Required action >> Determine how many of the lines below include "bottom", then respond with that number and no other text.

[Data items]
---

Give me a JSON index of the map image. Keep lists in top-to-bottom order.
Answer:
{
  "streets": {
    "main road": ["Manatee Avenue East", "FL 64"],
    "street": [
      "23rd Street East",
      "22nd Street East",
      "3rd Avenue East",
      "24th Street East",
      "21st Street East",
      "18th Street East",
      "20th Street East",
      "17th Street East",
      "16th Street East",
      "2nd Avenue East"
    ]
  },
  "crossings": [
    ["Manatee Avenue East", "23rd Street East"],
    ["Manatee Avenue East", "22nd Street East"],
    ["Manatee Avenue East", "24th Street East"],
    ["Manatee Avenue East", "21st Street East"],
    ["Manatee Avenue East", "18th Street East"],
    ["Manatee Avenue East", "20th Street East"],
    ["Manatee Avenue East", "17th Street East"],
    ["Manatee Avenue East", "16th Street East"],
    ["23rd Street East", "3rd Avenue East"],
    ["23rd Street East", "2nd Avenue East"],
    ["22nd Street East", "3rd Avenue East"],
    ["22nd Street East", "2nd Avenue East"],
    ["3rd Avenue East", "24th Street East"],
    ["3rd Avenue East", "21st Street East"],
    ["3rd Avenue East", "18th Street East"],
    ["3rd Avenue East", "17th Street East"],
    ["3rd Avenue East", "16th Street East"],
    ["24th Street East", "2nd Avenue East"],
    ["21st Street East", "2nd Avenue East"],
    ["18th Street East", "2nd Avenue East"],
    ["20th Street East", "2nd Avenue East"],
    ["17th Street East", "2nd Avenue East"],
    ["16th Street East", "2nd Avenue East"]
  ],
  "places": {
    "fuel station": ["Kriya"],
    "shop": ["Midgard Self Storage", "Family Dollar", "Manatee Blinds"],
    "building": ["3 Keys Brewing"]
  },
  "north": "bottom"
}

---

Expected answer >> 2